Records ->
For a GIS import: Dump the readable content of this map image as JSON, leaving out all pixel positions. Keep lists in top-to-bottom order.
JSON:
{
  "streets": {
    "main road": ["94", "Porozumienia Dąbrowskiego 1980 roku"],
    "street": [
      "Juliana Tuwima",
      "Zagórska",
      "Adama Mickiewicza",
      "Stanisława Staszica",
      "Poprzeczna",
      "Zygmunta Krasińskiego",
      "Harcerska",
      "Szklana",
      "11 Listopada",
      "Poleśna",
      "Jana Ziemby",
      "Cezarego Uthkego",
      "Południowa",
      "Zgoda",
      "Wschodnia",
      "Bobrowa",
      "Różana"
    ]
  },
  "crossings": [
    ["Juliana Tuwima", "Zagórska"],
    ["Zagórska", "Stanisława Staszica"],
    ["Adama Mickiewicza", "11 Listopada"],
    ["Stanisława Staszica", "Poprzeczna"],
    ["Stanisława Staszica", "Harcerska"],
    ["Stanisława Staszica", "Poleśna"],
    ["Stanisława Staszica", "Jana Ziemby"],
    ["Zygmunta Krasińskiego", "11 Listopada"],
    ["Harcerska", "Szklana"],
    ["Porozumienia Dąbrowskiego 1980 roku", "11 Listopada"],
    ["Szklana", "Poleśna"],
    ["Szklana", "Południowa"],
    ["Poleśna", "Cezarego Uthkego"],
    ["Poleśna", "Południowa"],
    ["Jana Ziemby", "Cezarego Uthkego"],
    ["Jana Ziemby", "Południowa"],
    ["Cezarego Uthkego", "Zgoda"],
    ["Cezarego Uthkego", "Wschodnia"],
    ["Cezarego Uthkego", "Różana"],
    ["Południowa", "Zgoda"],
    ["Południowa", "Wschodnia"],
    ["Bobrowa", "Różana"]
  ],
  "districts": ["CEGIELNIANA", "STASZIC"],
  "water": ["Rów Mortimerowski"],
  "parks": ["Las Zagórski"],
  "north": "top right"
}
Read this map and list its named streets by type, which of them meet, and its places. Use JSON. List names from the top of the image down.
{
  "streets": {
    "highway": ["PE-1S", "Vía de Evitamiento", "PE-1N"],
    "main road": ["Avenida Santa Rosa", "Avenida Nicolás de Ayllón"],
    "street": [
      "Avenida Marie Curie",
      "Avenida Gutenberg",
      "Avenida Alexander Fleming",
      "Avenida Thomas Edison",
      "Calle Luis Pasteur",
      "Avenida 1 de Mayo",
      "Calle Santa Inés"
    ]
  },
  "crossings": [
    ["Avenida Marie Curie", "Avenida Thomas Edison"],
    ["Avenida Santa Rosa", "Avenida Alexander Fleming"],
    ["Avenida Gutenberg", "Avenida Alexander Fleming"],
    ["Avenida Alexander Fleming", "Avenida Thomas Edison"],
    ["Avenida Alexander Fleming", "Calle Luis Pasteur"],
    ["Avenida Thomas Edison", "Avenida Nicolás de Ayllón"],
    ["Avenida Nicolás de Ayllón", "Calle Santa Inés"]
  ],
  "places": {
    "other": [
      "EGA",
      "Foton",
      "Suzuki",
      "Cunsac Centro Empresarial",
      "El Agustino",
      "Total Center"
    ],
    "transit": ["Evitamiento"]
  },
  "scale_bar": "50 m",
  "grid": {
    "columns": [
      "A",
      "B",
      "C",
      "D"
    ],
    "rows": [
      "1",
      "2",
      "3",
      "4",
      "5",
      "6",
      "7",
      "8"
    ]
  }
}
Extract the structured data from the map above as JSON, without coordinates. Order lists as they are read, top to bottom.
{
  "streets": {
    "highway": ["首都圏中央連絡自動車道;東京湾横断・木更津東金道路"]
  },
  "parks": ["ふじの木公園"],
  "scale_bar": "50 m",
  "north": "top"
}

Task brief -> Please return every line of the listing exactly.

Response box ->
For a GIS import: Dump the readable content of this map image as JSON, leaving out all pixel positions. Keep lists in top-to-bottom order.
JSON:
{
  "streets": {
    "main road": ["94", "Porozumienia Dąbrowskiego 1980 roku"],
    "street": [
      "Juliana Tuwima",
      "Zagórska",
      "Adama Mickiewicza",
      "Stanisława Staszica",
      "Poprzeczna",
      "Zygmunta Krasińskiego",
      "Harcerska",
      "Szklana",
      "11 Listopada",
      "Poleśna",
      "Jana Ziemby",
      "Cezarego Uthkego",
      "Południowa",
      "Zgoda",
      "Wschodnia",
      "Bobrowa",
      "Różana"
    ]
  },
  "crossings": [
    ["Juliana Tuwima", "Zagórska"],
    ["Zagórska", "Stanisława Staszica"],
    ["Adama Mickiewicza", "11 Listopada"],
    ["Stanisława Staszica", "Poprzeczna"],
    ["Stanisława Staszica", "Harcerska"],
    ["Stanisława Staszica", "Poleśna"],
    ["Stanisława Staszica", "Jana Ziemby"],
    ["Zygmunta Krasińskiego", "11 Listopada"],
    ["Harcerska", "Szklana"],
    ["Porozumienia Dąbrowskiego 1980 roku", "11 Listopada"],
    ["Szklana", "Poleśna"],
    ["Szklana", "Południowa"],
    ["Poleśna", "Cezarego Uthkego"],
    ["Poleśna", "Południowa"],
    ["Jana Ziemby", "Cezarego Uthkego"],
    ["Jana Ziemby", "Południowa"],
    ["Cezarego Uthkego", "Zgoda"],
    ["Cezarego Uthkego", "Wschodnia"],
    ["Cezarego Uthkego", "Różana"],
    ["Południowa", "Zgoda"],
    ["Południowa", "Wschodnia"],
    ["Bobrowa", "Różana"]
  ],
  "districts": ["CEGIELNIANA", "STASZIC"],
  "water": ["Rów Mortimerowski"],
  "parks": ["Las Zagórski"],
  "north": "top right"
}
Read this map and list its named streets by type, which of them meet, and its places. Use JSON. List names from the top of the image down.
{
  "streets": {
    "highway": ["PE-1S", "Vía de Evitamiento", "PE-1N"],
    "main road": ["Avenida Santa Rosa", "Avenida Nicolás de Ayllón"],
    "street": [
      "Avenida Marie Curie",
      "Avenida Gutenberg",
      "Avenida Alexander Fleming",
      "Avenida Thomas Edison",
      "Calle Luis Pasteur",
      "Avenida 1 de Mayo",
      "Calle Santa Inés"
    ]
  },
  "crossings": [
    ["Avenida Marie Curie", "Avenida Thomas Edison"],
    ["Avenida Santa Rosa", "Avenida Alexander Fleming"],
    ["Avenida Gutenberg", "Avenida Alexander Fleming"],
    ["Avenida Alexander Fleming", "Avenida Thomas Edison"],
    ["Avenida Alexander Fleming", "Calle Luis Pasteur"],
    ["Avenida Thomas Edison", "Avenida Nicolás de Ayllón"],
    ["Avenida Nicolás de Ayllón", "Calle Santa Inés"]
  ],
  "places": {
    "other": [
      "EGA",
      "Foton",
      "Suzuki",
      "Cunsac Centro Empresarial",
      "El Agustino",
      "Total Center"
    ],
    "transit": ["Evitamiento"]
  },
  "scale_bar": "50 m",
  "grid": {
    "columns": [
      "A",
      "B",
      "C",
      "D"
    ],
    "rows": [
      "1",
      "2",
      "3",
      "4",
      "5",
      "6",
      "7",
      "8"
    ]
  }
}
Extract the structured data from the map above as JSON, without coordinates. Order lists as they are read, top to bottom.
{
  "streets": {
    "highway": ["首都圏中央連絡自動車道;東京湾横断・木更津東金道路"]
  },
  "parks": ["ふじの木公園"],
  "scale_bar": "50 m",
  "north": "top"
}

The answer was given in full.